RAW DATA:
== Segment start ==

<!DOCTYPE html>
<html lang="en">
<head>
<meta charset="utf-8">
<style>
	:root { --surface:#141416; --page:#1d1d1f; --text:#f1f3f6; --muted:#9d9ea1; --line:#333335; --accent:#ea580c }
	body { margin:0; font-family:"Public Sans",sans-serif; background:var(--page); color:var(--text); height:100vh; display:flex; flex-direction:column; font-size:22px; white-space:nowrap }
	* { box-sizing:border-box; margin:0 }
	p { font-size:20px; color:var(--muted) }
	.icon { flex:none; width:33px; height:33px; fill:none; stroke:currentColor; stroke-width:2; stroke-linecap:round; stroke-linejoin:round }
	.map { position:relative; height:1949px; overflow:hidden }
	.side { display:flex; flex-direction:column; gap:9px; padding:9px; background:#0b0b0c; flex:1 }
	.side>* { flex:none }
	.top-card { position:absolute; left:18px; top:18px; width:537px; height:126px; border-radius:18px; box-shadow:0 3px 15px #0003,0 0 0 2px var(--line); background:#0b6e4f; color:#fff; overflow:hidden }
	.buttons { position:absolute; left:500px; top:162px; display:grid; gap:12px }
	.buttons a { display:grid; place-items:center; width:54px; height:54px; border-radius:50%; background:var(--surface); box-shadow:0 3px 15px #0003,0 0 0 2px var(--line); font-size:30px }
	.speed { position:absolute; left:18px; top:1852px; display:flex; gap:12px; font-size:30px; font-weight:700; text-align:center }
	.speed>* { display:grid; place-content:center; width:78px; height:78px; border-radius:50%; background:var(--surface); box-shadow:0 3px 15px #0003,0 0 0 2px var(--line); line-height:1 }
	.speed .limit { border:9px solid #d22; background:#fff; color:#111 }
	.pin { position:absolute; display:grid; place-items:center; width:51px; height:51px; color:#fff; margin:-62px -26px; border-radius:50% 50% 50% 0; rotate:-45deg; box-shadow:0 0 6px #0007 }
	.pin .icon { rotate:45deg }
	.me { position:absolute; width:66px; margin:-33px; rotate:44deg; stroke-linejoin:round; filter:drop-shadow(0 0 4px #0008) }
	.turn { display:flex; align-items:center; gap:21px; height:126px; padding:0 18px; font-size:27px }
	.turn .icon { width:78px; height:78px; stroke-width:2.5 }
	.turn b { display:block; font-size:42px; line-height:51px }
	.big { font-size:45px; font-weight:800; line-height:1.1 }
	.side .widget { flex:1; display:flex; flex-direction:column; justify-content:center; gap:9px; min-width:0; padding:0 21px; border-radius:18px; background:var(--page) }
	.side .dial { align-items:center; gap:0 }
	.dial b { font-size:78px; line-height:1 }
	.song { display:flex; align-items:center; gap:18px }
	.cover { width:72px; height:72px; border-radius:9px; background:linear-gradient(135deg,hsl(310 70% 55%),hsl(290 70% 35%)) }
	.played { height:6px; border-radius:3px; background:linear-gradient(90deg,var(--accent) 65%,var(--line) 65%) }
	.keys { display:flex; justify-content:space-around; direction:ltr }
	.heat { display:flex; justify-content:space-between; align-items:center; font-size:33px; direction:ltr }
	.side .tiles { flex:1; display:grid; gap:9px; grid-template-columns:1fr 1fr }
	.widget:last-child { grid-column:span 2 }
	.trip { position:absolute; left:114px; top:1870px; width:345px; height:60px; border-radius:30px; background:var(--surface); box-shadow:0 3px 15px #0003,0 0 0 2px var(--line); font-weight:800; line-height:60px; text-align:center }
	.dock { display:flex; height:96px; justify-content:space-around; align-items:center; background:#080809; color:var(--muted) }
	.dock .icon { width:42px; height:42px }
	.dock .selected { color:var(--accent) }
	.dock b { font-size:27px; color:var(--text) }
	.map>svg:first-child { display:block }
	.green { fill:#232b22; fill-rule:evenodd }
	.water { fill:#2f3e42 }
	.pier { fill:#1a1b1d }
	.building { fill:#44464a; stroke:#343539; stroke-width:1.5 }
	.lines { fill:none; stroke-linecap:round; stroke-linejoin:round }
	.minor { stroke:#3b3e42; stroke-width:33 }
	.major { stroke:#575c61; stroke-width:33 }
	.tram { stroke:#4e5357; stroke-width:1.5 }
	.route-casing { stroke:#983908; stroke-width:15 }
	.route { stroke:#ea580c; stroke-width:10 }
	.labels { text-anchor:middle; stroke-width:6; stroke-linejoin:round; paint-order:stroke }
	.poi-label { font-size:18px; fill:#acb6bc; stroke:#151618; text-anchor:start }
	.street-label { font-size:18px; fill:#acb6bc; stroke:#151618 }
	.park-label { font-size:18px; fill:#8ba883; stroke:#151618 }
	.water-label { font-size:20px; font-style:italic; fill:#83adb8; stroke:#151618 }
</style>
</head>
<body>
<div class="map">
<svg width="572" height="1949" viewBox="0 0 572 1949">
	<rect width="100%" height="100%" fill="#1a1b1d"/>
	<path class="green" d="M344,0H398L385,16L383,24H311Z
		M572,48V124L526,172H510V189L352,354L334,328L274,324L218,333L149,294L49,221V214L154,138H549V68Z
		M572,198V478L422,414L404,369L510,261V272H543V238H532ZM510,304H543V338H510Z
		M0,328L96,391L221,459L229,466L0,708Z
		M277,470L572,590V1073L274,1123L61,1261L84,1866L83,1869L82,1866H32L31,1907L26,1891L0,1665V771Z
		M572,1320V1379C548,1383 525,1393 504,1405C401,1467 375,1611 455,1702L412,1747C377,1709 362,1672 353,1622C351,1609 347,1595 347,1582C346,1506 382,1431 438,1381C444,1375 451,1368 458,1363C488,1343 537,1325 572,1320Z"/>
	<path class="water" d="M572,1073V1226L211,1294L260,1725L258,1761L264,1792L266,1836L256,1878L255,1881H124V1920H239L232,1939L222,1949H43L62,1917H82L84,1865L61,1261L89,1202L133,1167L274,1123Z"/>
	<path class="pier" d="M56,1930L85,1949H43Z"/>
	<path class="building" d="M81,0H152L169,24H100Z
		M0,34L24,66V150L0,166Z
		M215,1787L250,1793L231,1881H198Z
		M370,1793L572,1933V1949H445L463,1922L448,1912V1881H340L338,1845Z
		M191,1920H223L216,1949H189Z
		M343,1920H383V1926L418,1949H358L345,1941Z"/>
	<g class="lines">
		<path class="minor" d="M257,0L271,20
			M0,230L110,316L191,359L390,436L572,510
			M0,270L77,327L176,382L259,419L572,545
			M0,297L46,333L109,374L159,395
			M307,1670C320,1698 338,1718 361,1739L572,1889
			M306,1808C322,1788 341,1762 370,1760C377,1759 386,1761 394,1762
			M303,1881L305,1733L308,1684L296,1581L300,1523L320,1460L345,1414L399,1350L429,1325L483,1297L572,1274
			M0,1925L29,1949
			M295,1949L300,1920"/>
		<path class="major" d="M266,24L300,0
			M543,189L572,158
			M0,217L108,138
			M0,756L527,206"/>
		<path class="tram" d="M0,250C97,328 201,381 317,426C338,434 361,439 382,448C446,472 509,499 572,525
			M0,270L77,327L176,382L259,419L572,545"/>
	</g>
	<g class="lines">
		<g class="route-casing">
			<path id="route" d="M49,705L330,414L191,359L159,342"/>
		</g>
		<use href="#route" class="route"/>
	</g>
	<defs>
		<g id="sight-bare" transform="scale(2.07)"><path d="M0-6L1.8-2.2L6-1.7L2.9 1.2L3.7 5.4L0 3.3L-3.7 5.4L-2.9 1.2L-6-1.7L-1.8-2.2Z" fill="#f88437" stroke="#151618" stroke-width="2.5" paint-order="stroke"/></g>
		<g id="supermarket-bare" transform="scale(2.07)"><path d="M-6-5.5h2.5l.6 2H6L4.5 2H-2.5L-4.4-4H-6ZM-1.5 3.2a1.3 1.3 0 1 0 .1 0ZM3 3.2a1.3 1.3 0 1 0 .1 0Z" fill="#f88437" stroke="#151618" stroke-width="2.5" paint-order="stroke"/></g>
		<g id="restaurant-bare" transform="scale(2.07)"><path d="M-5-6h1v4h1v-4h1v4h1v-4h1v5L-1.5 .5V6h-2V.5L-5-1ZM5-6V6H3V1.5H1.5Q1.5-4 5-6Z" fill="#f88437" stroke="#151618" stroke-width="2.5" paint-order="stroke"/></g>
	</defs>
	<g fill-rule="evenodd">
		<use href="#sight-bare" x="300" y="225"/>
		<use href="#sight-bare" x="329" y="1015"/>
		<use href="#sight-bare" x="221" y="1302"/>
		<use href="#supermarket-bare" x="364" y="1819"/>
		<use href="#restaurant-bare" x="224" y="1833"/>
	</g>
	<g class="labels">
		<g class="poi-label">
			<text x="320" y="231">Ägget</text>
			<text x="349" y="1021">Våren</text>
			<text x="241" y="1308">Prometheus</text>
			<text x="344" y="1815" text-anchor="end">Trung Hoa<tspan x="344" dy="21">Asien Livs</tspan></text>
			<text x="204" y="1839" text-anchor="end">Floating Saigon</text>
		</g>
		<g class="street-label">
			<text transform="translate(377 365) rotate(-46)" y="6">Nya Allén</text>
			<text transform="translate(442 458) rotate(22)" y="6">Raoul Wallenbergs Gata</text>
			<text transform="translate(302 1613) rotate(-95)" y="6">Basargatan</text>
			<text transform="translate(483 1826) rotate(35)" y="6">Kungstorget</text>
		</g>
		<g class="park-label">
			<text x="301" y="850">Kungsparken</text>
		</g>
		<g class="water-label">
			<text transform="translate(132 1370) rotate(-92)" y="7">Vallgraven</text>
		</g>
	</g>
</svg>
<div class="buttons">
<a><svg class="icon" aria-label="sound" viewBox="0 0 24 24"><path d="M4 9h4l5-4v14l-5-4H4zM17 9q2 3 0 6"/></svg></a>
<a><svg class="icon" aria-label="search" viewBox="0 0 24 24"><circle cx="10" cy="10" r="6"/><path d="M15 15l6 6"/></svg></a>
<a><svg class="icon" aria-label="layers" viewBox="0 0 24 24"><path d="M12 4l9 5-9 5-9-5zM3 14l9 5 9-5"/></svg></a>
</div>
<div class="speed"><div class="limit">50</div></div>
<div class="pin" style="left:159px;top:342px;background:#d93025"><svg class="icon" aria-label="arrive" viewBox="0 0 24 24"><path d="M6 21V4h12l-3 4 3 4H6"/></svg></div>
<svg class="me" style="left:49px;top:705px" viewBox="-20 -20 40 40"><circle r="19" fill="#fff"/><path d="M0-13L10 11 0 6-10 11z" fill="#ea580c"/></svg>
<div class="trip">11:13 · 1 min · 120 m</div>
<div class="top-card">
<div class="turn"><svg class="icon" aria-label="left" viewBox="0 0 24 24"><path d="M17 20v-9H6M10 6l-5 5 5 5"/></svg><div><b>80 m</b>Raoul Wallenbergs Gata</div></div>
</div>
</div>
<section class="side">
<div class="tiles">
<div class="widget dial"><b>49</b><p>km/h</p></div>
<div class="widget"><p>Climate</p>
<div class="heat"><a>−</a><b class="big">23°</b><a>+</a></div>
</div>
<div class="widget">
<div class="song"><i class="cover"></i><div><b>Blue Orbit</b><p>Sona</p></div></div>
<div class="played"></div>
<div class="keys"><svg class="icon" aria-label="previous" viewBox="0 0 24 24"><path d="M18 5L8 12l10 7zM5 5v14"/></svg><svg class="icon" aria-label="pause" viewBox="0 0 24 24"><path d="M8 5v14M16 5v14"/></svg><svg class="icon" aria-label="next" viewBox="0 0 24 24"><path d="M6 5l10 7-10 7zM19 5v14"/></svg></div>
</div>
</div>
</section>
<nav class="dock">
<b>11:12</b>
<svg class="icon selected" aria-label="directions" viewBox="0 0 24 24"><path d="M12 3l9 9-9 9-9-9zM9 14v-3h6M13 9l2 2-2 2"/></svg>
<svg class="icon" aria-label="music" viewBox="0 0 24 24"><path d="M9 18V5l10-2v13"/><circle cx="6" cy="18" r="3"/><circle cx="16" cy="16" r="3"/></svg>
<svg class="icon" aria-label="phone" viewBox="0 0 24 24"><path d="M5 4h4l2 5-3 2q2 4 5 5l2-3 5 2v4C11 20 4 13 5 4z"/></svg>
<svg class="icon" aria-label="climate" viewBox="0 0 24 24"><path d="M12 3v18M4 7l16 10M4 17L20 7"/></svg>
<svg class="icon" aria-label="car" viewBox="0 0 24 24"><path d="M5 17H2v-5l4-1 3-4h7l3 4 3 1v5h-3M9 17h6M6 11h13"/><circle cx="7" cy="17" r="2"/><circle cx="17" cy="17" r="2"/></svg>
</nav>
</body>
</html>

== Segment end ==

TRY IT: Reproduce each line from the data that has "limit" in it.

EXERCISE RESULT:
	.speed .limit { border:9px solid #d22; background:#fff; color:#111 }
<div class="speed"><div class="limit">50</div></div>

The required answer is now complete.